Corporate groups are a prominent feature of today’s commercial world, with the vast majority of such groups in Australia being wholly owned. Within Australia, the majority of laws regulating corporate groups are reflective of, or are premised upon, the entity approach. Based on the entity principle, Australian corporate law considers each company within the corporate group to be a separate legal entity, concentrates on the particular issues that face each individual company in the group and, in the main, requires directors to act in the best interests of the particular company to which they have been appointed. The application of the corporate form, specifically legal separation and accompanying limited liability of corporate group members, where the group is managed and controlled as a single enterprise, however, encourages opportunistic activity by debtors. Furthermore, the greater separation of ownership and control within a corporate group gives rise to additional conflicts of interest which do not arise within a single independent company and are not addressed by the current creditor protections under the Corporations Act 2001 (Cth).
Within the group, controlling shareholders or directors may pursue risky projects utilising intra-group financing to enable assets to be siphoned from, or additional liabilities to be incurred by, a group member knowing that creditors will bear the costs if these projects fail. Lack of adequate accounting records within the group may allow the commingling of assets so that the undercapitalisation of member companies is disguised. Creditors, unable to distinguish between the assets and liabilities of each corporate group member may inaccurately perceive, and thus price, the riskiness of contracting with the corporate group member incurring losses when such risk manifests.
Although creditors are generally left to self-protect against the risk of non - or partial payment, the Australian corporate law regime does provide a number of ex ante and ex post creditor protections. This thesis argues that the majority of conventional creditor protections only apply ex post, when the debtor company is or nears insolvency such that such protections neither actively prevent debtor opportunism within the group nor provide an early warning system of debtor opportunism directly to creditors.
This failure to identify or prevent debtor opportunism is exacerbated in those corporate groups where there may be an accepted pattern of behaviour to continue to run a member company at a deficit for the benefit of the wider group. Transactions which ultimately 3 contribute to the insolvency of the member company remain unchecked and creditors are overlooked, until the insolvency of the member is assured.
The conclusion drawn from this analysis is that the present regulation of corporate groups encourages debtor opportunism within the group and contributes to the creditors’ inaccurate identification and pricing of the risks of transacting with a corporate group member.
As a means of overcoming the limitations of existing creditor protections, the thesis argues for the adoption of enterprise liability whereby corporate group members would be liable for the unsecured debts of other corporate group members, within those groups managed and operated as a single enterprise.
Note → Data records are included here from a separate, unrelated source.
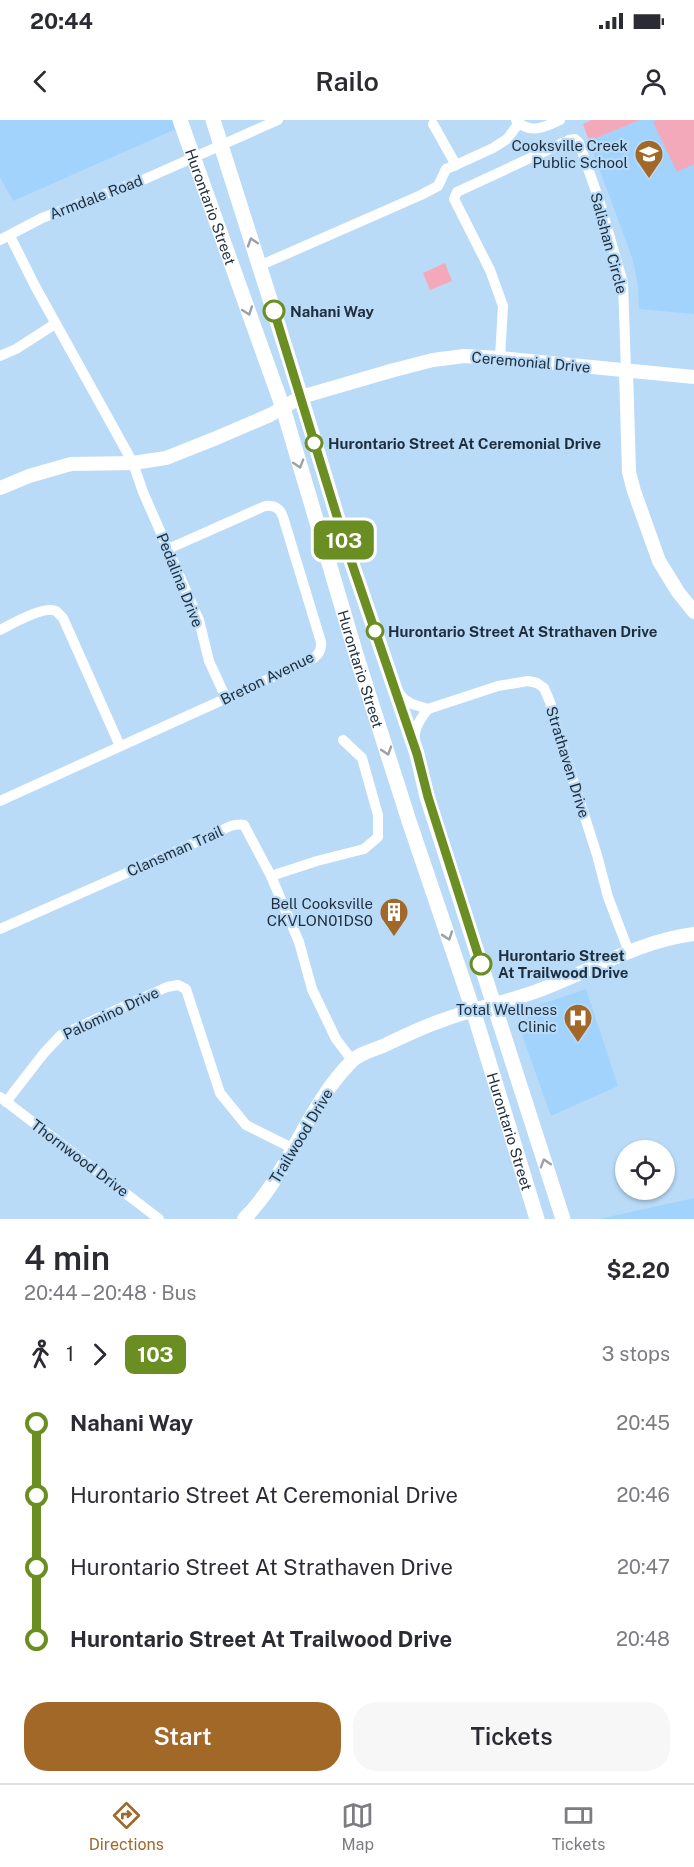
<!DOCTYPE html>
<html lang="en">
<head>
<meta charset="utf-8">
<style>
  :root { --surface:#fff; --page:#f7f7f7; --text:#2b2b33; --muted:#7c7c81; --line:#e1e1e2; --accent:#a26828 }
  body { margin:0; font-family:"Public Sans",sans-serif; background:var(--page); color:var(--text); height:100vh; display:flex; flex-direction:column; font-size:22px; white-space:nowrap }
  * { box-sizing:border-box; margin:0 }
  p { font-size:20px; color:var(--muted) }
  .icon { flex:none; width:33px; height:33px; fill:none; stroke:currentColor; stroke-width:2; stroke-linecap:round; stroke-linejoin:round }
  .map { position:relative; height:1099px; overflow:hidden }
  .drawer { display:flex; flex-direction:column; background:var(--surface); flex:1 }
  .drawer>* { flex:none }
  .badge { padding:0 12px; border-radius:9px; font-size:21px; line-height:39px }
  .controls { position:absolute; left:615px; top:1020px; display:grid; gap:12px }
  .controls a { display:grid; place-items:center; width:60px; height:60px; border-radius:50%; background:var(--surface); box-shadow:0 2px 4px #0004; font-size:30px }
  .map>.badge { position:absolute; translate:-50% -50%; box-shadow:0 0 0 3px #fff }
  .legs { display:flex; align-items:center; gap:9px; height:66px; padding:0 24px; font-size:20px }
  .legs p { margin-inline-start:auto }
  .headline { display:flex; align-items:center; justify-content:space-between; height:102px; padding:0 24px }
  h1 { font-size:33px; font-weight:600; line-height:45px }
  .button { display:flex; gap:12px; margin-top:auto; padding:12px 24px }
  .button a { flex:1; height:69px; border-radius:24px; background:var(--accent); color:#fff; font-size:24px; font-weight:600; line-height:69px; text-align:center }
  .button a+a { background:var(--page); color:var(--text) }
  ul { padding:0 24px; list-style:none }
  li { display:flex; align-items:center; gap:21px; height:72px; font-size:22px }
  li i { display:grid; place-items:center; width:9px; height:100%; margin:0 8px; background:currentColor }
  li i::after { content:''; width:15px; height:15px; margin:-8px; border:4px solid; border-radius:50%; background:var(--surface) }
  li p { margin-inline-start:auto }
  li:first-child i { background:linear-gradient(#0000 50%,currentColor 0) }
  li:last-child i { background:linear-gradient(currentColor 50%,#0000 0) }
  .status { display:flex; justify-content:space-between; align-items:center; height:42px; padding:0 30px; background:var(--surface); direction:ltr }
  .status svg { height:16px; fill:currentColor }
  header { display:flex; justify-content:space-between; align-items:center; height:78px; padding:0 24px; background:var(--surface); font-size:27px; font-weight:600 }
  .dock { display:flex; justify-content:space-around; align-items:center; height:84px; border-top:2px solid var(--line); background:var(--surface); font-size:16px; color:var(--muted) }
  .dock a { display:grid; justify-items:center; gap:3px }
  .dock .current { color:var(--accent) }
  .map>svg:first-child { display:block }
  .built { fill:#a2d3fc }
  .green { fill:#f4a9ba }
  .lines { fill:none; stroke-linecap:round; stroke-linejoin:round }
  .street { stroke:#fff; stroke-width:10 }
  .secondary { stroke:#fff; stroke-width:14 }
  .primary { stroke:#fff; stroke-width:15 }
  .oneway { stroke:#9aa1a7 }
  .line-1-casing { stroke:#fff; stroke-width:14 }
  .line-1 { stroke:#6b8e23; stroke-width:9 }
  .stop-1-dot { fill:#fff; stroke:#6b8e23; stroke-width:3 }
  .labels { text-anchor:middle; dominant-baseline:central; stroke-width:4.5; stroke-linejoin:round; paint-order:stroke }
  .poi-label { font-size:15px; fill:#1e2e3c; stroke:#b9dbf8; text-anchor:end }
  .street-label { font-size:15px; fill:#1e2e3c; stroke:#b9dbf8 }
  .stop-label { font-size:15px; font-weight:bold; fill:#1e2e3c; stroke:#b9dbf8; text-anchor:start }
</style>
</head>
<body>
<div class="status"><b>20:44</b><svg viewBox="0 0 49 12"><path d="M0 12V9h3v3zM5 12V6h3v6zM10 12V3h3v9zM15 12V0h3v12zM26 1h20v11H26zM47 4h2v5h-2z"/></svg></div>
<header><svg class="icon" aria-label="back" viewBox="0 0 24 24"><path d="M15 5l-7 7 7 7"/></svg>Railo<svg class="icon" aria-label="person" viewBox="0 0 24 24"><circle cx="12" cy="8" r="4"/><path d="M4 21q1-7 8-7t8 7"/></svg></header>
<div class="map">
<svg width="694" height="1099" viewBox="0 0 694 1099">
  <rect width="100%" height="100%" fill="#b9dbf8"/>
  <g class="built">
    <polygon points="0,0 173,0 176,9 13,81 0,57"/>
    <polygon points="640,0 694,0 694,194 639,189 638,166 633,140 589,21"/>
    <polygon points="586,869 618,966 551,996 521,912 533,887"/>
    <polygon points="694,1078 694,1099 599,1099"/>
  </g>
  <g class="green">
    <polygon points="591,0 640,0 589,21 583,4"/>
    <polygon points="657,0 694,0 694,44 677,52 653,2"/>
    <polygon points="445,143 452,161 430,170 423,153"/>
  </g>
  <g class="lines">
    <g class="street">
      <path d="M516,0c14,15 29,7 44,0"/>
      <polyline points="433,4 456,45 493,28 507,19 519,3"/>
      <polyline points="10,116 35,166 133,343 143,372 199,500 209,541 226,578"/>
      <polyline points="0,120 42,98 145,59 278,0"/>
      <polyline points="259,146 421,75 438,66 446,49 456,45"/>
      <polyline points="0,236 16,229 55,204"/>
      <polyline points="500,238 503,186 490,150 454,79 457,72 569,20 575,19 579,23 582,31 600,83 623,163 626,251"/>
      <path d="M0,510c12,-6 44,-25 56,-19 1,1 6,6 7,7l57,128"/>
      <polyline points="398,572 404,579 412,584 428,589 498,566 528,561 537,563 544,568 550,582 558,613 597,735 608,777 629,832"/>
      <path d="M415,621c-2,-12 6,-23 13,-32"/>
      <path d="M0,681l308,-140c9,-4 14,-9 13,-19l-38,-125c-3,-9 -9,-12 -18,-11l-97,43"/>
      <polyline points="271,756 317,741 364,729 378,717 378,695 362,638 343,620"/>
      <path d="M0,809l217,-96c9,-5 16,-10 27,-8l27,51 28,66 13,47 24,50 16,21"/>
      <polyline points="0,977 159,1099"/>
      <polyline points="6,982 44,933 61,915 167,867 178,865 186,869 220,973 246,1005 292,1028"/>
    </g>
    <g class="secondary">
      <polyline points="626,251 629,352 634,371 659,441 678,472 694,492"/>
      <polyline points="0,368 29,356 71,344 133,343 166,338 214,319 270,295 301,277 394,250 433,240 464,236 500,238 694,257"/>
      <path d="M244,1099c45,-45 62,-112 107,-157 7,-8 22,-12 32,-16 21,-10 41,-20 63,-27 30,-11 61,-17 91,-28 52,-19 101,-50 157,-57"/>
    </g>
    <g class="primary">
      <path id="s1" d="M180,0l103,288 75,253 51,160 64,189 64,209"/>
      <polyline points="213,0 301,277 347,429 417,634 427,677 563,1099"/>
    </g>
  </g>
  <defs><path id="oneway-chevron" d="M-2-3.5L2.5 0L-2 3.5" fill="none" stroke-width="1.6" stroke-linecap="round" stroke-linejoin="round" transform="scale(1.5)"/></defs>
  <g class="oneway">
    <use href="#oneway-chevron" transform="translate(252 122) rotate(-108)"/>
    <use href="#oneway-chevron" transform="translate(248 191) rotate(70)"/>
    <use href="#oneway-chevron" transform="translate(299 344) rotate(73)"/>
    <use href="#oneway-chevron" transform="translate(387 631) rotate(72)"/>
    <use href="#oneway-chevron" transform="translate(448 816) rotate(71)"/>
    <use href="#oneway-chevron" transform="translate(545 1043) rotate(-107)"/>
  </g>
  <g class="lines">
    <g class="line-1-casing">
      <polyline id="line-1" points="274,191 347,429 417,634 428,677 481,844"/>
    </g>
    <use href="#line-1" class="line-1"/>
  </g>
  <defs>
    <g id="school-pin" transform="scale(1.5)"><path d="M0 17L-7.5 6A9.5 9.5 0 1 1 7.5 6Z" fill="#a26828" stroke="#b9dbf8"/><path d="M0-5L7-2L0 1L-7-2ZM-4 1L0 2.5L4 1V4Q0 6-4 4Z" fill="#fff"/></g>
    <g id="building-pin" transform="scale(1.5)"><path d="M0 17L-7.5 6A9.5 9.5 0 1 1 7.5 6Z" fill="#a26828" stroke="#b9dbf8"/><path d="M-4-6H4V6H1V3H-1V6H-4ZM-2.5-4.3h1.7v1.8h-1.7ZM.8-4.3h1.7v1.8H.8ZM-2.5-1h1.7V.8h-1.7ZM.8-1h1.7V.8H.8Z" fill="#fff"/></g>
    <g id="hospital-pin" transform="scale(1.5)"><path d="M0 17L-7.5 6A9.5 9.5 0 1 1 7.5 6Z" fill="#a26828" stroke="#b9dbf8"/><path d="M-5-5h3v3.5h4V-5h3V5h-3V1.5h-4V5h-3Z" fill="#fff"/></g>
  </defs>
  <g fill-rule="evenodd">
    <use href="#school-pin" x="649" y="34"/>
    <use href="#building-pin" x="394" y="792"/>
    <use href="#hospital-pin" x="578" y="898"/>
  </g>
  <g class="stop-1-dot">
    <circle cx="274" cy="191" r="10"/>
    <circle cx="314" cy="323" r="8"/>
    <circle cx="375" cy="511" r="8"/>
    <circle cx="481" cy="844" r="10"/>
  </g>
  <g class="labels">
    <g class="poi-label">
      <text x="628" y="25">Cooksville Creek<tspan x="628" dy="17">Public School</tspan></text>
      <text x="373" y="783">Bell Cooksville<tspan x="373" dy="17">CKVLON01DS0</tspan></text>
      <text x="557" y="889">Total Wellness<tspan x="557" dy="17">Clinic</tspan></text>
    </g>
    <g class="street-label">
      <text transform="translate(96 77) rotate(-21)">Armdale Road</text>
      <text stroke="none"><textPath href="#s1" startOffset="92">Hurontario Street</textPath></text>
      <text transform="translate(609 123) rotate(75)">Salishan Circle</text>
      <text transform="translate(531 242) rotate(5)">Ceremonial Drive</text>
      <text transform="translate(180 460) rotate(68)">Pedalina Drive</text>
      <text stroke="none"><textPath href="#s1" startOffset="578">Hurontario Street</textPath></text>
      <text transform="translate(267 558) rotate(-26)">Breton Avenue</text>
      <text transform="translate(568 642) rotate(73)">Strathaven Drive</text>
      <text transform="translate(175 731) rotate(-24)">Clansman Trail</text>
      <text transform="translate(111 893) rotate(-25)">Palomino Drive</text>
      <text stroke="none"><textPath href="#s1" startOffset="1064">Hurontario Street</textPath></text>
      <text transform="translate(301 1016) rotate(-59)">Trailwood Drive</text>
      <text transform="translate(80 1038) rotate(37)">Thornwood Drive</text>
    </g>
    <g class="stop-label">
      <text x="290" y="191">Nahani Way</text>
      <text x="328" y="323">Hurontario Street At Ceremonial Drive</text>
      <text x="388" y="511">Hurontario Street At Strathaven Drive</text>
      <text x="498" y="835">Hurontario Street<tspan x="498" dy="17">At Trailwood Drive</tspan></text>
    </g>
  </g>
</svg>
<div class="controls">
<a><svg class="icon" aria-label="locate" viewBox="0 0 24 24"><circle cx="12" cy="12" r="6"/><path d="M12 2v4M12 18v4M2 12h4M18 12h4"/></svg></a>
</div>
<b class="badge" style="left:344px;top:420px;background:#6b8e23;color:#fff">103</b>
</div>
<section class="drawer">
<div class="headline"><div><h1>4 min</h1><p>20:44 – 20:48 · Bus</p></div><b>$2.20</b></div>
<div class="legs"><svg class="icon" aria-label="walk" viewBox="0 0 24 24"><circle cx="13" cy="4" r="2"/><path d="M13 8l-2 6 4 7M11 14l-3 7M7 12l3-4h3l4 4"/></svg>1<svg class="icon" aria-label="forward" viewBox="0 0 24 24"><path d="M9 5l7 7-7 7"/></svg><b class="badge" style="background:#6b8e23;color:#fff">103</b><p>3 stops</p></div>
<ul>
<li><i style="color:#6b8e23"></i><b>Nahani Way</b><p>20:45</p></li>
<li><i style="color:#6b8e23"></i><span>Hurontario Street At Ceremonial Drive</span><p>20:46</p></li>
<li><i style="color:#6b8e23"></i><span>Hurontario Street At Strathaven Drive</span><p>20:47</p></li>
<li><i style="color:#6b8e23"></i><b>Hurontario Street At Trailwood Drive</b><p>20:48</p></li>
</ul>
<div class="button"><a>Start</a><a>Tickets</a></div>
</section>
<nav class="dock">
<a class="current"><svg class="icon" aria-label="directions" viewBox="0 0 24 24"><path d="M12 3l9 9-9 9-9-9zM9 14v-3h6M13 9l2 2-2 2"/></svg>Directions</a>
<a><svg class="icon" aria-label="map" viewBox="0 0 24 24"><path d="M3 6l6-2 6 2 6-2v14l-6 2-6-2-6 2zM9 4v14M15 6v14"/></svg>Map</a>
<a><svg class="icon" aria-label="tickets" viewBox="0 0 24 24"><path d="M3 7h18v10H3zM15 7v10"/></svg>Tickets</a>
</nav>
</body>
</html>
It is suggested that the level of debtor opportunism within such corporate groups would be reduced as enterprise liability would:
• protect against phoenix activity;
• deter group shareholders from establishing undercapitalised subsidiaries;
• create an incentive for earlier identification of transactions detrimental to creditors; and
• make asset-shifting intra-group transfers or financing arrangements to defeat creditors’ claims redundant.
The adoption of enterprise liability for those corporate groups operated and managed as a single enterprise may cause the cost of capital for such group members to rise. However, despite the possible negative impact on investment, it is argued that the adoption of enterprise liability is an efficient means of protection to creditors:
• it operates ex ante and thus would more effectively deter debtor opportunism;
• its implementation is restricted to those groups run as single enterprises;
• it can be adapted easily into the existing corporate law regime;
• it does not disturb the corporate group members’ separate legal entity status and it is reflective of the manner in which such groups are managed and operated.